Top of Records supplied

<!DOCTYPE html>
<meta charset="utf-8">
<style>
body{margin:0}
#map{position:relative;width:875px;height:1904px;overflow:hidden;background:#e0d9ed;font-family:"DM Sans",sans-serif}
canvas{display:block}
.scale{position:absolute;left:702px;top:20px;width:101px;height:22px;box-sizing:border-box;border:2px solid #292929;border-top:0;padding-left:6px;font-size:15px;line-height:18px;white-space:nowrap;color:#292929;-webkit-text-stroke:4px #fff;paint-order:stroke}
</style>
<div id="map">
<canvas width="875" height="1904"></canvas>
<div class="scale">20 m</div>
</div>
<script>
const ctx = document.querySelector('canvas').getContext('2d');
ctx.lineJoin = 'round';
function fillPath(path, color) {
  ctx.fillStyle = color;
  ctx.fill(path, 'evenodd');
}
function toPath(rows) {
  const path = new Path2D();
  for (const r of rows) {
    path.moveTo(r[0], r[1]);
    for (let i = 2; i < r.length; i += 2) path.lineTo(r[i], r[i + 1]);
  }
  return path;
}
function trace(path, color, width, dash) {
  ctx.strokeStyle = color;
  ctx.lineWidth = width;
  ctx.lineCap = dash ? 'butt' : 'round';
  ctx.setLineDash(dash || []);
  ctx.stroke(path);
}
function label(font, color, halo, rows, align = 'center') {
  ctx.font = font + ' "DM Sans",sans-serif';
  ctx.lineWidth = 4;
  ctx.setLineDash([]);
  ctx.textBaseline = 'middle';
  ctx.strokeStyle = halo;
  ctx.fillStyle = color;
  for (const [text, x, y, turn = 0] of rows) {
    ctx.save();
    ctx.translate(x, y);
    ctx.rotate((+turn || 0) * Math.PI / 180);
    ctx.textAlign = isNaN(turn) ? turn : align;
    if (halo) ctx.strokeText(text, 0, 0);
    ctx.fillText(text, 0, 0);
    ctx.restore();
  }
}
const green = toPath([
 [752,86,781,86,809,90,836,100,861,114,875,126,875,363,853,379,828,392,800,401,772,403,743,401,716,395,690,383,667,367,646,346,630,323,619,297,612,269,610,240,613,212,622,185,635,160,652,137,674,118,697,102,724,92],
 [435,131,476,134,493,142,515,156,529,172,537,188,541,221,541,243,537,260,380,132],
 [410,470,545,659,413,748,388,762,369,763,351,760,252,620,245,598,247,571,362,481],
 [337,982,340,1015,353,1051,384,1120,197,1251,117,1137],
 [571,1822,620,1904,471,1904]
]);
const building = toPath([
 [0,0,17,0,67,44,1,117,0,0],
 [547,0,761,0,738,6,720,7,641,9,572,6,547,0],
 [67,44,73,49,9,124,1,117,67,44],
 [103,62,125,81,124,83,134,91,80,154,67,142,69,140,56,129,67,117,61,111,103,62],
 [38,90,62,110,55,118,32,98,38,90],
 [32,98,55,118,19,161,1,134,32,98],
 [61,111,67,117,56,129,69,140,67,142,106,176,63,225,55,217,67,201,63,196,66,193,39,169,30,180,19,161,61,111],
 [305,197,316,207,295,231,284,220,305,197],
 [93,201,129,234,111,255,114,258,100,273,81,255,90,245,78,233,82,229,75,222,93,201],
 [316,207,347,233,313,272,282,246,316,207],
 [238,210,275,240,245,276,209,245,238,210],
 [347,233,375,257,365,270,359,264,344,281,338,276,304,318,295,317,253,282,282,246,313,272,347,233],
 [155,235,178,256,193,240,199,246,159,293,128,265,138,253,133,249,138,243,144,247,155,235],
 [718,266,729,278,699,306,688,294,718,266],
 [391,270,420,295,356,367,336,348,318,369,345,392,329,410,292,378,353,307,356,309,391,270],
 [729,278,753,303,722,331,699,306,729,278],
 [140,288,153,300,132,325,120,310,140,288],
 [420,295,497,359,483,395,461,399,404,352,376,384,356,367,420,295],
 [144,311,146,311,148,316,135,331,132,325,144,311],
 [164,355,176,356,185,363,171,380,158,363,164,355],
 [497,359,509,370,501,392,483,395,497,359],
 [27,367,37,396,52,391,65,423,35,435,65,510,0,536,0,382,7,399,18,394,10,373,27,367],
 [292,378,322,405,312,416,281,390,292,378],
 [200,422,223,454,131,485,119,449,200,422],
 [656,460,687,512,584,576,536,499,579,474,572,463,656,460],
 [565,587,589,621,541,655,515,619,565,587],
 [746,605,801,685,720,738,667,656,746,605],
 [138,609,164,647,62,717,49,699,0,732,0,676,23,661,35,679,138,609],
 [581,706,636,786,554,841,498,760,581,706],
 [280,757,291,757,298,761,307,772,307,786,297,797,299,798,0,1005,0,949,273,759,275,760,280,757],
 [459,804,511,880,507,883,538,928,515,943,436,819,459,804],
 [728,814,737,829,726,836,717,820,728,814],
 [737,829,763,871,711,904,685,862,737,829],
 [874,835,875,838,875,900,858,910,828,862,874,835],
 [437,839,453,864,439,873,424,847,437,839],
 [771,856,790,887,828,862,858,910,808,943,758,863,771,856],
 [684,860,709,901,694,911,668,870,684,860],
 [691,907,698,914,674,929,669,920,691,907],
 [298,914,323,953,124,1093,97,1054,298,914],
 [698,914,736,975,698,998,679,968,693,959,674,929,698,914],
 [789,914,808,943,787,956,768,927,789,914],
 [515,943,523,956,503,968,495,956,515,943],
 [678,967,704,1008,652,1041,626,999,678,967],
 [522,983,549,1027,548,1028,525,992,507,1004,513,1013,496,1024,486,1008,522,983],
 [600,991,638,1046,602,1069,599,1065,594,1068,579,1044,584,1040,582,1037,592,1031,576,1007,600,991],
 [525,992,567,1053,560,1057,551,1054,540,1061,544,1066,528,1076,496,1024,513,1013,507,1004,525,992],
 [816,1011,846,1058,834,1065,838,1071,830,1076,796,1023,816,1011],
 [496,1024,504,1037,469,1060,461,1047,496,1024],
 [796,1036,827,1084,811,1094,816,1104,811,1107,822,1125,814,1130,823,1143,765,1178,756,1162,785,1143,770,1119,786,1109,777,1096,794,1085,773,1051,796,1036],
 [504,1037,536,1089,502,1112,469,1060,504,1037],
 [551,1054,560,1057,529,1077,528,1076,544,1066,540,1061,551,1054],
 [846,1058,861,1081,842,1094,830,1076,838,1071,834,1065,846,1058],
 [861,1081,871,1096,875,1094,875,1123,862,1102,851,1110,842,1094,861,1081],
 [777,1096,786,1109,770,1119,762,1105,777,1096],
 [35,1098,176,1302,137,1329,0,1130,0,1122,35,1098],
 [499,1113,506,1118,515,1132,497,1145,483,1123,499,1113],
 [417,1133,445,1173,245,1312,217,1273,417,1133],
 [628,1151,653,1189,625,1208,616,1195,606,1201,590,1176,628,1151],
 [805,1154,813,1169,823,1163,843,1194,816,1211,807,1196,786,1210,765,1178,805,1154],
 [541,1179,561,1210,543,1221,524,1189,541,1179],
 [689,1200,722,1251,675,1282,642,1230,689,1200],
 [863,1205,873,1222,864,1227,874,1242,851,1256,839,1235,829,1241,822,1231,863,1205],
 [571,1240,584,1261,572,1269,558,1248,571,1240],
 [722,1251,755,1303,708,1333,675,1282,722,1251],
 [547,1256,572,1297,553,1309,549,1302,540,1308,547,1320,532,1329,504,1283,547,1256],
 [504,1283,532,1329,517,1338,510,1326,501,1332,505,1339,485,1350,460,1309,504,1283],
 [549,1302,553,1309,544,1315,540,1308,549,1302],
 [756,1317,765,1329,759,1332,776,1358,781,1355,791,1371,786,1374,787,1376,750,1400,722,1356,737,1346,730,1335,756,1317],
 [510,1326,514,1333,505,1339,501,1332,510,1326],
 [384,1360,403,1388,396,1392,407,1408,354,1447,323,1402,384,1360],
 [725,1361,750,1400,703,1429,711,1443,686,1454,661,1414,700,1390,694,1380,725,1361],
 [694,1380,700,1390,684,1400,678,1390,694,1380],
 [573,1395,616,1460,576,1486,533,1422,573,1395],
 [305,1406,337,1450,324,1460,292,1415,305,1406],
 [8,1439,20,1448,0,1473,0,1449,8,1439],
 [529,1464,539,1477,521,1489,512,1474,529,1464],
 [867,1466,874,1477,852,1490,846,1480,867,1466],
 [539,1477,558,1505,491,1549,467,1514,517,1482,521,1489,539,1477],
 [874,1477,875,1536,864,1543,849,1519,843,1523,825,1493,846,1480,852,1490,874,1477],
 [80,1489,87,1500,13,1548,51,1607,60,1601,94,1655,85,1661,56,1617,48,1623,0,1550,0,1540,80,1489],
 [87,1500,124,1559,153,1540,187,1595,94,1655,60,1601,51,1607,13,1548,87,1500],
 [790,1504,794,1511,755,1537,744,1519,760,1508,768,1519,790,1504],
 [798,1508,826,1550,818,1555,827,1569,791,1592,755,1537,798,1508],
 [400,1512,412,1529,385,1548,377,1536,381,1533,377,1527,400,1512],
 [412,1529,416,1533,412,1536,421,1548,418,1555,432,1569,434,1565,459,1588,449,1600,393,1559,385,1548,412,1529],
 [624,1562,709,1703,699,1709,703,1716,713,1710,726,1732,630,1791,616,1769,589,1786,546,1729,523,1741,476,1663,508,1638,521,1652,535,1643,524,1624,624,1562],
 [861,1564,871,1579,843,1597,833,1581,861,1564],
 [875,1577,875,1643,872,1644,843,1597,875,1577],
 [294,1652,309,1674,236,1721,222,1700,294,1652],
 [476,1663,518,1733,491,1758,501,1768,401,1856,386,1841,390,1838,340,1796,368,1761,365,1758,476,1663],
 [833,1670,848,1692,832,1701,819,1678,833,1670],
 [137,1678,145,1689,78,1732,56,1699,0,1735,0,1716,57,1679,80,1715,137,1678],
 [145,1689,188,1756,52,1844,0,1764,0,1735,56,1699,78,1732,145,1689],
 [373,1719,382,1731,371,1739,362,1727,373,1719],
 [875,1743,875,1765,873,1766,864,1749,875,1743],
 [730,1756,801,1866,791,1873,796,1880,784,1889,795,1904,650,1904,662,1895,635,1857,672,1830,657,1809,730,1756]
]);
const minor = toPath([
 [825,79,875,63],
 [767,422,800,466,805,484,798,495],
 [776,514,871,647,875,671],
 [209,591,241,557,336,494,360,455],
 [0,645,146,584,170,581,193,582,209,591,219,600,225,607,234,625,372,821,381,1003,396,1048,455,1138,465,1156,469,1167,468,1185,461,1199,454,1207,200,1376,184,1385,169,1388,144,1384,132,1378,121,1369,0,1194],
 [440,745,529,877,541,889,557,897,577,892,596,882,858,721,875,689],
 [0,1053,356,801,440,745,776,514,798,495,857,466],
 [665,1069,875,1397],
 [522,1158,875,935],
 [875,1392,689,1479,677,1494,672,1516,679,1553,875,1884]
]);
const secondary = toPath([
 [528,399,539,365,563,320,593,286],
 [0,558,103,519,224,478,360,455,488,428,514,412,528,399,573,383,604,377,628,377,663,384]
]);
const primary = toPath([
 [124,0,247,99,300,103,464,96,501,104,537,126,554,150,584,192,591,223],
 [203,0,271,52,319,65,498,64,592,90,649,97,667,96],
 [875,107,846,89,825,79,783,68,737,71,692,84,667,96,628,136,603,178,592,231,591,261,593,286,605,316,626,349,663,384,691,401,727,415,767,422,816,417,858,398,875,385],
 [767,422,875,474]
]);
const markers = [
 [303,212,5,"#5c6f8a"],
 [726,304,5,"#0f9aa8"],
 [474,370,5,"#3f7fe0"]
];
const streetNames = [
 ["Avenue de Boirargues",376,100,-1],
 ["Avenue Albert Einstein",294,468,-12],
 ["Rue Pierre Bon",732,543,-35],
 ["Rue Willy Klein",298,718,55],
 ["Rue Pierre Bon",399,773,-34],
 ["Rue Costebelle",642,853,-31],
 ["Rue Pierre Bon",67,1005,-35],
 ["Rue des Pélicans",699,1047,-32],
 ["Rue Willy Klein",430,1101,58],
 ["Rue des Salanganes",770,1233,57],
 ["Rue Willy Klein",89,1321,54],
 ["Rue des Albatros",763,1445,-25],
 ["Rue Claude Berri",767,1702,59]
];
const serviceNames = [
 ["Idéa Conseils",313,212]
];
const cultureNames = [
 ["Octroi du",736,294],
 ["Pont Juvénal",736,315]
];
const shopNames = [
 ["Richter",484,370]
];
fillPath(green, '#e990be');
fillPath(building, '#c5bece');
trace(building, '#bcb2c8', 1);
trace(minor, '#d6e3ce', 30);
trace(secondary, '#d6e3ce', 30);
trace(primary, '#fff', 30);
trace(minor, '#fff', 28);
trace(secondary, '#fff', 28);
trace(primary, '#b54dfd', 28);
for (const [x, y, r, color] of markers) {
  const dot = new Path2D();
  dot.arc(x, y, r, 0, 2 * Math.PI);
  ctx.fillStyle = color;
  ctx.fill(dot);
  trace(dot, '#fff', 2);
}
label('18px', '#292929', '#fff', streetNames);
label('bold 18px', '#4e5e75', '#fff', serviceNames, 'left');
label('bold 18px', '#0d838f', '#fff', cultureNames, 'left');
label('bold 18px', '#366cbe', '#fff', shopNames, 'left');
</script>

Bottom of Records supplied

Exercise description:
Pull from the data each line where the string "streetNames" turns up.

Your solution:
const streetNames = [
label('18px', '#292929', '#fff', streetNames);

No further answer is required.